Aim of the task:
Take from the records below each line that holds "Kirkbride".

Data excerpts
******
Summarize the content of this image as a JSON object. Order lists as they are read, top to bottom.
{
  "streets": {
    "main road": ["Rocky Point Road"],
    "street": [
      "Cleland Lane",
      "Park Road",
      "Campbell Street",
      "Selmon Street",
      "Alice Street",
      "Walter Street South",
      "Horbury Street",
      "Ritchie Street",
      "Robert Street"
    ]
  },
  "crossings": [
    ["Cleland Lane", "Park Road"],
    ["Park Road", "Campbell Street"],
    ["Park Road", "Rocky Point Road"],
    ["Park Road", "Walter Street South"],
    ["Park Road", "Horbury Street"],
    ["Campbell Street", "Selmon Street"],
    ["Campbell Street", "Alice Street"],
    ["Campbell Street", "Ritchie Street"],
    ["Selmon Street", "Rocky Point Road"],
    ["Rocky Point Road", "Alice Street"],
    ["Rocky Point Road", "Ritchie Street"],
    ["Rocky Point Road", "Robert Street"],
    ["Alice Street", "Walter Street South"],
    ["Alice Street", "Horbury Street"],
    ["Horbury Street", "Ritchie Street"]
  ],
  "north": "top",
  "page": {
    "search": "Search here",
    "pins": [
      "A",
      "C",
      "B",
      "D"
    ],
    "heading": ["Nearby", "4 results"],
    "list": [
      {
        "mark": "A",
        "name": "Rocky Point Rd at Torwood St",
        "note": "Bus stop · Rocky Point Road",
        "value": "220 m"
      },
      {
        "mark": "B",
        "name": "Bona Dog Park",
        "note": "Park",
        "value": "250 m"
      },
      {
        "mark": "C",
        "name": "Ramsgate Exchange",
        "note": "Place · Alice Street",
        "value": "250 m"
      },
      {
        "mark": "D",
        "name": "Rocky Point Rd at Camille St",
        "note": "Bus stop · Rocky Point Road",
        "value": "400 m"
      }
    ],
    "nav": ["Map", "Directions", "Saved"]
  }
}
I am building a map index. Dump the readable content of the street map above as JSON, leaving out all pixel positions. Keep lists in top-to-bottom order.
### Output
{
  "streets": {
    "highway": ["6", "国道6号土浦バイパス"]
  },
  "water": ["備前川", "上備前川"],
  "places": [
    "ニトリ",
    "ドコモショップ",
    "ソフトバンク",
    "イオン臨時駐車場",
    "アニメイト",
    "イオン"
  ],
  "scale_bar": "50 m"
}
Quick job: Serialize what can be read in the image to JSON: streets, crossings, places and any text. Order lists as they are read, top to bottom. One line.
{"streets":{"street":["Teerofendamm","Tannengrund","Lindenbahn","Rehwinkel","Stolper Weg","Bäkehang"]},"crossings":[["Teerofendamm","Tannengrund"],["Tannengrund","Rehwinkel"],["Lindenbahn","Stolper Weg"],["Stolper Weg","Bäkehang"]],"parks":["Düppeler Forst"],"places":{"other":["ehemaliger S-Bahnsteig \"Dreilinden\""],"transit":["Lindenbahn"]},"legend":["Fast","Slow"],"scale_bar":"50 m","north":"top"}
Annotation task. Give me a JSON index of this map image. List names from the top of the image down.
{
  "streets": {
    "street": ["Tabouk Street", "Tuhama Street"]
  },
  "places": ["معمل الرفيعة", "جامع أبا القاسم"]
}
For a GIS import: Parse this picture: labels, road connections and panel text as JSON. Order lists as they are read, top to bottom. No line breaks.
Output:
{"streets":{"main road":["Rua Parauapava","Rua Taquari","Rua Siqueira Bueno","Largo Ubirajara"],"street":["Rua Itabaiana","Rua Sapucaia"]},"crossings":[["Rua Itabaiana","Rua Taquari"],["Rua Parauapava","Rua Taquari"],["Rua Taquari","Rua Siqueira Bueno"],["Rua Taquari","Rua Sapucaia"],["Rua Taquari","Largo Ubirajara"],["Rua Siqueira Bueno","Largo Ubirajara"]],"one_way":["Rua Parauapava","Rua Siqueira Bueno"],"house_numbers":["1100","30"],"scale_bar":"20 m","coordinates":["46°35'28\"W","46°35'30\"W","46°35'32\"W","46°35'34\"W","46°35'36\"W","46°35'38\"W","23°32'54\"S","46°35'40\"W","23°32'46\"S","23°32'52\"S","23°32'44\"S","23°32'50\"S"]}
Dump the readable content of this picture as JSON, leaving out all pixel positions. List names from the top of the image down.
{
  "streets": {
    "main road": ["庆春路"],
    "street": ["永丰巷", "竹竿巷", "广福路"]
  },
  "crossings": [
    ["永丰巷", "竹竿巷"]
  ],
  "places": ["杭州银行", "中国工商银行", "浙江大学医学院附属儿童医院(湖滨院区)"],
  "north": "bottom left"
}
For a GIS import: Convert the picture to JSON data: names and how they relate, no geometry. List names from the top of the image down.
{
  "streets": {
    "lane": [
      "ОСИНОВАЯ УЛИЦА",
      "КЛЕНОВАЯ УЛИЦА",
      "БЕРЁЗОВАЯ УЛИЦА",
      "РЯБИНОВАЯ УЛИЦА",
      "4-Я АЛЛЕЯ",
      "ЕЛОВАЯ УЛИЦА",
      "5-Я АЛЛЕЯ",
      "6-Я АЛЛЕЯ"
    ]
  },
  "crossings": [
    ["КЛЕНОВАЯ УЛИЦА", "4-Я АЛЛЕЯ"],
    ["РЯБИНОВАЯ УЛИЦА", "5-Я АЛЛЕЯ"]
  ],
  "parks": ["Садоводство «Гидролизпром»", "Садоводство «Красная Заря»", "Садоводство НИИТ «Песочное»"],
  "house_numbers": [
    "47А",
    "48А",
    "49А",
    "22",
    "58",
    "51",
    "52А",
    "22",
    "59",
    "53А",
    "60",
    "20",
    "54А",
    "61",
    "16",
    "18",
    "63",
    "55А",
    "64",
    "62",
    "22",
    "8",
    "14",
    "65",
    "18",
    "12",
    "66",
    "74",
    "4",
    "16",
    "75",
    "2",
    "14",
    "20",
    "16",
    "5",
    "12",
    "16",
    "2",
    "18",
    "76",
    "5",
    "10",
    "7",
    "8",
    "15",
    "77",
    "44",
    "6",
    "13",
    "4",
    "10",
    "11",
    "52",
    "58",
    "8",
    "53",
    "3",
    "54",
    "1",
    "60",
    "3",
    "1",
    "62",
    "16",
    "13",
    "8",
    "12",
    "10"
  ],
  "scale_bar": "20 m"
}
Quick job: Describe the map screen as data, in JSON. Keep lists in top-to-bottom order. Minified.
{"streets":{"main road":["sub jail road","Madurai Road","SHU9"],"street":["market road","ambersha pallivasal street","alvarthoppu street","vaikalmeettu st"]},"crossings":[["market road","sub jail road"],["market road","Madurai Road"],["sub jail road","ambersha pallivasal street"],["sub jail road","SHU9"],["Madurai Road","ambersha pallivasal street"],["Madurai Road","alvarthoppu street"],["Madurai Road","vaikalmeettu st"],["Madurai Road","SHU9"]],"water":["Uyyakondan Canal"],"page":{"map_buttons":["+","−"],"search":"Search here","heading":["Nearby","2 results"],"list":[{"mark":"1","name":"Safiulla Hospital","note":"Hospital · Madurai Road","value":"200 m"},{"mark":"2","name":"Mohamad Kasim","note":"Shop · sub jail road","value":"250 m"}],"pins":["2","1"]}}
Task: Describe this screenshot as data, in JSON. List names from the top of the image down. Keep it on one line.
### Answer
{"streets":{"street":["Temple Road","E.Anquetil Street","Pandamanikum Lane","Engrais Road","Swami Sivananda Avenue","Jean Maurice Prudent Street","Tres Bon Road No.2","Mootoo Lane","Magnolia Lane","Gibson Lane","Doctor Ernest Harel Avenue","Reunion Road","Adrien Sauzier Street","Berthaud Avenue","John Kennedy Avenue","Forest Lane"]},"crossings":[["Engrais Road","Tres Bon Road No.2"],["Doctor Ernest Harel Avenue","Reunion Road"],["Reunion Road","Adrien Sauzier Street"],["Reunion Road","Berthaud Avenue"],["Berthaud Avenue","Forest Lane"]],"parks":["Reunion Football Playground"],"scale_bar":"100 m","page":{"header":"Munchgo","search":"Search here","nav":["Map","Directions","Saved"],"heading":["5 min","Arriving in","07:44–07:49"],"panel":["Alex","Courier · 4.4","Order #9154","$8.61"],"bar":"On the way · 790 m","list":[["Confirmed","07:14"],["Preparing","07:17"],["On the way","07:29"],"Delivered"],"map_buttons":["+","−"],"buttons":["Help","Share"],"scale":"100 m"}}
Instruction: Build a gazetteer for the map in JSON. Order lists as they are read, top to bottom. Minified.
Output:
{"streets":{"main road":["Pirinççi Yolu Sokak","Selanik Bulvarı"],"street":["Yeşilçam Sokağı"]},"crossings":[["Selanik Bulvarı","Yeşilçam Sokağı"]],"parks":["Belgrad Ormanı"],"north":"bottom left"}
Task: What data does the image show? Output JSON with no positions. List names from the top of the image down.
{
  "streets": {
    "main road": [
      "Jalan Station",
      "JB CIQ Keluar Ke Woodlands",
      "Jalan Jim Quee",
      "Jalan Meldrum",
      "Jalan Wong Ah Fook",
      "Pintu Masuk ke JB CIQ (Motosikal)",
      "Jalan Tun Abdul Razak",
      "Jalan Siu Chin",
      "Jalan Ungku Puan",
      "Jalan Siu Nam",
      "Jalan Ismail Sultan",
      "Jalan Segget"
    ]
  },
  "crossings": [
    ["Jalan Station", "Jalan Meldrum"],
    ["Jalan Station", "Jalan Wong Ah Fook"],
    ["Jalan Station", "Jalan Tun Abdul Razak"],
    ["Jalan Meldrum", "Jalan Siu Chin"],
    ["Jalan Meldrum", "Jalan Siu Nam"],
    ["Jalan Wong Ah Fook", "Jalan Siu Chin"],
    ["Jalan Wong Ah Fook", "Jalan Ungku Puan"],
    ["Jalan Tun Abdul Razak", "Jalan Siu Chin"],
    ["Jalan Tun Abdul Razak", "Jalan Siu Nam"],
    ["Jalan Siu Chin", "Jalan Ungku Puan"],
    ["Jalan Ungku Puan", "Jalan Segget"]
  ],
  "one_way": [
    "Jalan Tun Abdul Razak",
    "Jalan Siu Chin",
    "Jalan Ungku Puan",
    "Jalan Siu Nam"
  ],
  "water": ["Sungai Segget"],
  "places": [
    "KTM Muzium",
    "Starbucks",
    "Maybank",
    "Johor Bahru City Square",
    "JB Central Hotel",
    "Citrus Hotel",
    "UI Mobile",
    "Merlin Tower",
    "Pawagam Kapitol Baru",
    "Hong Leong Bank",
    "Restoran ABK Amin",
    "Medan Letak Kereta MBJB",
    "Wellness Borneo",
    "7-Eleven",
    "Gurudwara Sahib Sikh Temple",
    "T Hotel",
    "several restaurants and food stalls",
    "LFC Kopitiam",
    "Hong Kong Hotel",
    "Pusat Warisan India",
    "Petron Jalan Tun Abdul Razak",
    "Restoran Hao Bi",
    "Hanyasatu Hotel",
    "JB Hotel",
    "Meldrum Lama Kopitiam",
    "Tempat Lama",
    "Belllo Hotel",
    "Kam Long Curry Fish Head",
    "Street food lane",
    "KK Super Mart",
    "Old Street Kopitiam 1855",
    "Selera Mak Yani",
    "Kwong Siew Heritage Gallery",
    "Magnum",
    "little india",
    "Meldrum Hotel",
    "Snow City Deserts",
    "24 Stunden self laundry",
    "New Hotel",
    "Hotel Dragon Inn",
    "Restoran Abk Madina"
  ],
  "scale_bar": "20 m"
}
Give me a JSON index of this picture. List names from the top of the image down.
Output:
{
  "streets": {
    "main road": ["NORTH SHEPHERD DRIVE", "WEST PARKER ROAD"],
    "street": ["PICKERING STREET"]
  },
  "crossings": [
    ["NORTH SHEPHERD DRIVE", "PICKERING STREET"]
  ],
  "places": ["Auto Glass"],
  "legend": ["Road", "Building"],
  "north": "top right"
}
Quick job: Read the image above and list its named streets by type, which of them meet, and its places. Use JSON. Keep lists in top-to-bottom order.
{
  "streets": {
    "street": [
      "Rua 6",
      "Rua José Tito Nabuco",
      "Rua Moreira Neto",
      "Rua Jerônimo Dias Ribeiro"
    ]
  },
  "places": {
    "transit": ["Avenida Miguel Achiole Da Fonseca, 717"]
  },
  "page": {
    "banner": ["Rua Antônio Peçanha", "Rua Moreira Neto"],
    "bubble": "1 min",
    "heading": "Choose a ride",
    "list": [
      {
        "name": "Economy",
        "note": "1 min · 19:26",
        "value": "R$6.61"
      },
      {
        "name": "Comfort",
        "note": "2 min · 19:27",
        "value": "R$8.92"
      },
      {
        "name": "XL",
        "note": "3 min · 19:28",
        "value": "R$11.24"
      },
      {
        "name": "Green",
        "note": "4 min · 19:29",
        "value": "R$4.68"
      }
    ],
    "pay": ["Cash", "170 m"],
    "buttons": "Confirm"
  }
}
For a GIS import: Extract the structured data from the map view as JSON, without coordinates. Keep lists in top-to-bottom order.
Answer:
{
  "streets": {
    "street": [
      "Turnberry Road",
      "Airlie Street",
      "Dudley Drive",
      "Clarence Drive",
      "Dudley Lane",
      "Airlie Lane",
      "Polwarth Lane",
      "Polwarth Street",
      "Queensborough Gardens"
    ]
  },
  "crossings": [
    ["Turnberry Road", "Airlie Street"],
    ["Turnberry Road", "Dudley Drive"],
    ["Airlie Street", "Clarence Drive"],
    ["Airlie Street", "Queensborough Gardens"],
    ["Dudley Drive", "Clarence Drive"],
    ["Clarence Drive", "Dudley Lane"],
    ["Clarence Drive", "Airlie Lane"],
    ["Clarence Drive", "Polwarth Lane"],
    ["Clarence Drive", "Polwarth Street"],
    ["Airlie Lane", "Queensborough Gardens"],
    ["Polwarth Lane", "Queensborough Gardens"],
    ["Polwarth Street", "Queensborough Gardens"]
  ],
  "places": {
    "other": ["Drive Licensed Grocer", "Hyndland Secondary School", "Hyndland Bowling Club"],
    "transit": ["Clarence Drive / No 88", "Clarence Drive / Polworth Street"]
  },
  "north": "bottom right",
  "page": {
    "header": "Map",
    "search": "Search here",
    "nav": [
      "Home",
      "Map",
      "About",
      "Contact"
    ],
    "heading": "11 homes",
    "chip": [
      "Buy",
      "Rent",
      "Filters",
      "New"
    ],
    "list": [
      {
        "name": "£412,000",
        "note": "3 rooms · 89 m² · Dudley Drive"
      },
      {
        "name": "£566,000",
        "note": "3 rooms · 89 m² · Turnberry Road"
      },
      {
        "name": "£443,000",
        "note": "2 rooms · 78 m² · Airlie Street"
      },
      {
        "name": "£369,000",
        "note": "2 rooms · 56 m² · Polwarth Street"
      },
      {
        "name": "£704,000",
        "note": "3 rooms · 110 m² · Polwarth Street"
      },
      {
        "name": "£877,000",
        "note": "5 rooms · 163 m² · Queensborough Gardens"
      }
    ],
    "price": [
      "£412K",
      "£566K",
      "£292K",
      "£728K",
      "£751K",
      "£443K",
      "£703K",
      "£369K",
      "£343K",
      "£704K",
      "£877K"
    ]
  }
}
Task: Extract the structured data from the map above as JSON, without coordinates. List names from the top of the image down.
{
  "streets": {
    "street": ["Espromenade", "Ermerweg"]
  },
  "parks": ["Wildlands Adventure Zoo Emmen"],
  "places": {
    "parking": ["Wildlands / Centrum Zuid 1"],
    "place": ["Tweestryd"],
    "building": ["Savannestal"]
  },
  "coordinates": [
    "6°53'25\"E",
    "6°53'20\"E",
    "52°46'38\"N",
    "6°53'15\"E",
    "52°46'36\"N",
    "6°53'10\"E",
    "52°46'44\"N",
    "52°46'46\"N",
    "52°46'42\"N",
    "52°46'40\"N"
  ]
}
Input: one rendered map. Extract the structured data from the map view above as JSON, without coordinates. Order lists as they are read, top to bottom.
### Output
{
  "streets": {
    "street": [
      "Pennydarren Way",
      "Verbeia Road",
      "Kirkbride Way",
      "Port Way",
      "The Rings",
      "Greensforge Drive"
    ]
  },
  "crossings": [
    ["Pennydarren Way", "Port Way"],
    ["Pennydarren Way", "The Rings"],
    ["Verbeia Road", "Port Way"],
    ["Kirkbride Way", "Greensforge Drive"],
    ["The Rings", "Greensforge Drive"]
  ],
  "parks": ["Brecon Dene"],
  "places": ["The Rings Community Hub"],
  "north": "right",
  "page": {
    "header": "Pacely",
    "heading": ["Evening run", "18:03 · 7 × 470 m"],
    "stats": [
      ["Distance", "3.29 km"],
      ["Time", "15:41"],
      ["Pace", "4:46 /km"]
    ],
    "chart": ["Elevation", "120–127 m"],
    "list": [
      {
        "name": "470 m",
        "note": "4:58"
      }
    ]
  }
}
******
Solution to the exercise:
      "Kirkbride Way",
    ["Kirkbride Way", "Greensforge Drive"],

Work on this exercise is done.